LE BOURGET, France, July 2 (UPI) -- The Air France jet that crashed in the Atlantic Ocean was not destroyed in flight nor did it break up, the French air investigation agency said Thursday.
"The plane went straight down, almost vertically, toward the surface of the water, very, very fast," air accident investigator Alain Bouillard of France's Bureau of Inquiry and Analysis for Civil Aviation Safety, or BEA, said of Flight 447.
The flight went down in a violent thunderstorm June 1 more than 600 miles off the coast of northern Brazil during a flight from Rio de Janeiro to Paris, killing all 216 passengers and 12 crew members.
The Airbus A330 "did not break up or become destroyed in flight," he said in a preliminary report to journalists at BEA headquarters at Le Bourget, outside Paris.
The plane was unable to fly on autopilot at the time of the crash because the autopilot was not receiving speed, wind or direction information, Bouillard said.
"These tell us that the plane has to be, in this case, directed by the pilot," he said.
Brazilian and French naval recovery teams continue to trawl the seas near the presumed crash zone for the plane's "black boxes," the flight data and cockpit voice recorders, which investigators say could contain critical clues to explain the accident.
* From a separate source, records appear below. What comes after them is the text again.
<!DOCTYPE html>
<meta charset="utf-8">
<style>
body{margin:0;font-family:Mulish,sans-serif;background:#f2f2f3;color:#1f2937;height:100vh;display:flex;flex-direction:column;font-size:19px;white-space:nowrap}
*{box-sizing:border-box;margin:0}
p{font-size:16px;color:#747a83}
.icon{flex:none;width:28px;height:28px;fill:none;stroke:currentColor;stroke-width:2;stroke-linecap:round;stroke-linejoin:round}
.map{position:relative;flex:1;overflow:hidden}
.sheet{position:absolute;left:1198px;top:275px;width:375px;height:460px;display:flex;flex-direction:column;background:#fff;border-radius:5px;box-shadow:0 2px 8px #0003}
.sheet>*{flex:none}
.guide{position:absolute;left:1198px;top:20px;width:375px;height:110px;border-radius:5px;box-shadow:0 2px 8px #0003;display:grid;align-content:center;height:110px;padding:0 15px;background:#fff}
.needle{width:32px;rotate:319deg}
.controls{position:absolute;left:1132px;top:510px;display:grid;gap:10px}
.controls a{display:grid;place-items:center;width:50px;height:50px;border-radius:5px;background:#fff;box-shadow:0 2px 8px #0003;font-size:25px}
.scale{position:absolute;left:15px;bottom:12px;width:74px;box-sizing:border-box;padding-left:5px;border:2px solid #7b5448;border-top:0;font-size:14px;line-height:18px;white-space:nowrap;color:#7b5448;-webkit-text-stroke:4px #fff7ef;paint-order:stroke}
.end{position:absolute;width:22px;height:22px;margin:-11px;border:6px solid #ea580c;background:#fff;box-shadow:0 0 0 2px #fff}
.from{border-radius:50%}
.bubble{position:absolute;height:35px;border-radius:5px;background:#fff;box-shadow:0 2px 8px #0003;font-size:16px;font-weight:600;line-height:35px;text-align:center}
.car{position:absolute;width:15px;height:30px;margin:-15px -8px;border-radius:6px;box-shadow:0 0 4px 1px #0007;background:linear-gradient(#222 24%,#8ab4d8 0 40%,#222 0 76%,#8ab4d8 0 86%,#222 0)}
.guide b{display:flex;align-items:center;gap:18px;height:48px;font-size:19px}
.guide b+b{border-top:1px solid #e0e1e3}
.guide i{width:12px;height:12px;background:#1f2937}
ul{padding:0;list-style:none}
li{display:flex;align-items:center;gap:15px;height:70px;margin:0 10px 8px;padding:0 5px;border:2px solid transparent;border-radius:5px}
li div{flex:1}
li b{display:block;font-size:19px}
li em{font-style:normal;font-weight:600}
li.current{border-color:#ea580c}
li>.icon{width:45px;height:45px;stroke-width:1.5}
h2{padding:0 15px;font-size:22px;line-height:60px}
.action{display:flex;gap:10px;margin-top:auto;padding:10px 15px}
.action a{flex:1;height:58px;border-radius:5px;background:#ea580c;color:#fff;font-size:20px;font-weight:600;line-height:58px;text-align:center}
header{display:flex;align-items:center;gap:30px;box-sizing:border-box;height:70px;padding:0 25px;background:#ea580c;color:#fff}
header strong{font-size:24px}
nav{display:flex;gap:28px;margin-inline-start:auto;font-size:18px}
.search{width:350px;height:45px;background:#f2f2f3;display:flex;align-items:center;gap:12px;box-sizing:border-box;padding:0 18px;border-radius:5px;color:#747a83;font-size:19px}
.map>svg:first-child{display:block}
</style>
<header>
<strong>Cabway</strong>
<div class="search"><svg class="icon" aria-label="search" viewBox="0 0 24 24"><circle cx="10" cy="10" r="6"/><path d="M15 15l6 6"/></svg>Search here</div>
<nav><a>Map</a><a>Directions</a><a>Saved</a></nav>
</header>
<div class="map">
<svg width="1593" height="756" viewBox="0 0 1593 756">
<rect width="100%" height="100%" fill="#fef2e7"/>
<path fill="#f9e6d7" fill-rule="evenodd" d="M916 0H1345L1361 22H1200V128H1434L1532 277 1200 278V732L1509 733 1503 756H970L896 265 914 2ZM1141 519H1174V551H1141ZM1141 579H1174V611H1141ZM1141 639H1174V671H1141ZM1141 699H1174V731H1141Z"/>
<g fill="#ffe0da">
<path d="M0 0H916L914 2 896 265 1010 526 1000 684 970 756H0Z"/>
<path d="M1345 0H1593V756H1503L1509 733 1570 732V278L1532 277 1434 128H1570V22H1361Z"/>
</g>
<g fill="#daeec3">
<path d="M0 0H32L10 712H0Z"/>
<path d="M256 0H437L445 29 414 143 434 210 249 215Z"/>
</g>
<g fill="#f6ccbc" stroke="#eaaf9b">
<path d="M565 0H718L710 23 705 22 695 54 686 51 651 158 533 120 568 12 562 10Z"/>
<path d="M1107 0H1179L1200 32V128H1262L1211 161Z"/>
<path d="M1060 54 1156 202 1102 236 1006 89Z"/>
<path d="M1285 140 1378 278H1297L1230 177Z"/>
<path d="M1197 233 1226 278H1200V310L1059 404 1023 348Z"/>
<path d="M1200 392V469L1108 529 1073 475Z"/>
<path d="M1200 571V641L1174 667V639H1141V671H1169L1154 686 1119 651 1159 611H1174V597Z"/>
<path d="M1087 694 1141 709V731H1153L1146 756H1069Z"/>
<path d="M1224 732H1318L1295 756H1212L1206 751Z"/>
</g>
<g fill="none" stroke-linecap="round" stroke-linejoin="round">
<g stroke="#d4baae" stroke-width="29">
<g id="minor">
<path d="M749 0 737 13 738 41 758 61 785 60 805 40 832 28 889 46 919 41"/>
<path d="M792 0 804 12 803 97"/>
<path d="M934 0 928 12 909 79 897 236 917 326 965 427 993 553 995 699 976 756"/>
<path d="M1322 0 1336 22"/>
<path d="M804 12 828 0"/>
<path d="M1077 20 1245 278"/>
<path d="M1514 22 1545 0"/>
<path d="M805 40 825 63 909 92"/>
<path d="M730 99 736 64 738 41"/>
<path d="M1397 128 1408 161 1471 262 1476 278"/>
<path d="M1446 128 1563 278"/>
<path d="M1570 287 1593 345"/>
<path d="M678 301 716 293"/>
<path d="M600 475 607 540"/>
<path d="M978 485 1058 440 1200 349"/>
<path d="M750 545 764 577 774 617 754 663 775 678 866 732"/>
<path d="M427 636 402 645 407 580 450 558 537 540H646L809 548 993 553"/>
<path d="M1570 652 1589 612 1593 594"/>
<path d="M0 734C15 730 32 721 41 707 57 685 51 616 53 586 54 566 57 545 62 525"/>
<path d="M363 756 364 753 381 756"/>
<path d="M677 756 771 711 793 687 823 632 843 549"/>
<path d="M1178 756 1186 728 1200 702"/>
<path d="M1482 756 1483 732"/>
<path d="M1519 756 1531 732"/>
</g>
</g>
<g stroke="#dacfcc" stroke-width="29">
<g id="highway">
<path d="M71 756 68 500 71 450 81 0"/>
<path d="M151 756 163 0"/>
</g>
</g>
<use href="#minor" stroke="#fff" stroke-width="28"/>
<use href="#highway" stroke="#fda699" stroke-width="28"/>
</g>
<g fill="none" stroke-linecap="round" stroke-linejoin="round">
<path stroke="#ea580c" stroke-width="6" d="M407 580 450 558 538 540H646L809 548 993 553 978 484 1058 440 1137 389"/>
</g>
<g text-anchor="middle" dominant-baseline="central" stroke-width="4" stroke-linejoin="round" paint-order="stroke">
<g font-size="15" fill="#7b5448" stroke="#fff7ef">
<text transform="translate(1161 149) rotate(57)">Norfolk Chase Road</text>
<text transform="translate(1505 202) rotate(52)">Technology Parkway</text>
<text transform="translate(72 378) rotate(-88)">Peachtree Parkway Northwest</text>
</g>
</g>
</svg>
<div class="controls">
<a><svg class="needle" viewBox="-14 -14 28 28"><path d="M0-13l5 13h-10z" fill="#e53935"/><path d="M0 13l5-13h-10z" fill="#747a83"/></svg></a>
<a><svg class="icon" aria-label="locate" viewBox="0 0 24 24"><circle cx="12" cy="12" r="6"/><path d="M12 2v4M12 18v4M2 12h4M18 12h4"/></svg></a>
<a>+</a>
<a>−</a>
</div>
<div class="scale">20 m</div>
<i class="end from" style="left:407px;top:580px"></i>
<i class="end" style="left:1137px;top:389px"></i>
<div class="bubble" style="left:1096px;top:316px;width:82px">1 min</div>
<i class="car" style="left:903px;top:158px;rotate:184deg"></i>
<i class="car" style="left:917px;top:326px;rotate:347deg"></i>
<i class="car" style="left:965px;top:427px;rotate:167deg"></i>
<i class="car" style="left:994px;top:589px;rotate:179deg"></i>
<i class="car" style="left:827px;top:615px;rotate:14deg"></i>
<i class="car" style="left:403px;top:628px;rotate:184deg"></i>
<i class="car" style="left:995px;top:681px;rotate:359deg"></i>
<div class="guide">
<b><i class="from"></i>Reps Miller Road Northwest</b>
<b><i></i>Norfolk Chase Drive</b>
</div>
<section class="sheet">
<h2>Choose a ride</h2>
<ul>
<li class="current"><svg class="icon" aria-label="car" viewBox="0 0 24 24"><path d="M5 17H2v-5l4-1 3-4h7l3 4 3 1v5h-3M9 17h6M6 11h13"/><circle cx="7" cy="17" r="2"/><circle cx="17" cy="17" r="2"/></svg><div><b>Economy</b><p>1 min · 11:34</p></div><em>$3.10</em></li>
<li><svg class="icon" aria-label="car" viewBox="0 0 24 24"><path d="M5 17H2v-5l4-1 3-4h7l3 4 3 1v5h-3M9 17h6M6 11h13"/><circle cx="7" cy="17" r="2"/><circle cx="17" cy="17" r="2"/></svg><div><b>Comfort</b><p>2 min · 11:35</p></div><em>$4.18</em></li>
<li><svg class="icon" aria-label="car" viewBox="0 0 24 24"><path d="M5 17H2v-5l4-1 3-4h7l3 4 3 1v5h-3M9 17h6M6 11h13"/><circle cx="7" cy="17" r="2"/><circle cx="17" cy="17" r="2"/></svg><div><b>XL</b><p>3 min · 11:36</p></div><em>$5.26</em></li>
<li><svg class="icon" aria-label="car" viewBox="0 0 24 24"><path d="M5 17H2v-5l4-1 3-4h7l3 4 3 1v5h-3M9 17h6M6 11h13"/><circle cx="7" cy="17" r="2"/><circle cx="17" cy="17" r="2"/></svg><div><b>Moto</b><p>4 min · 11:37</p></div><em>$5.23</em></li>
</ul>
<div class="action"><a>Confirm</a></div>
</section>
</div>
The search gains urgency with each passing day because a recorder is designed to emit electronic beacon signals for only around 30 days. Once that deadline passes, the chances of finding a black box drop considerably, aviation experts say.
Investigators plan to search until July 10, CNN quoted Bouillard as saying.
The accident was the deadliest in Air France history, surpassing the crash of an Air France charter flight from Paris to Atlanta June 3, 1962, that killed 130 people and was the airline's first fatal crash since Concorde Flight 4590 from Paris to New York July 25, 2000, that killed 109.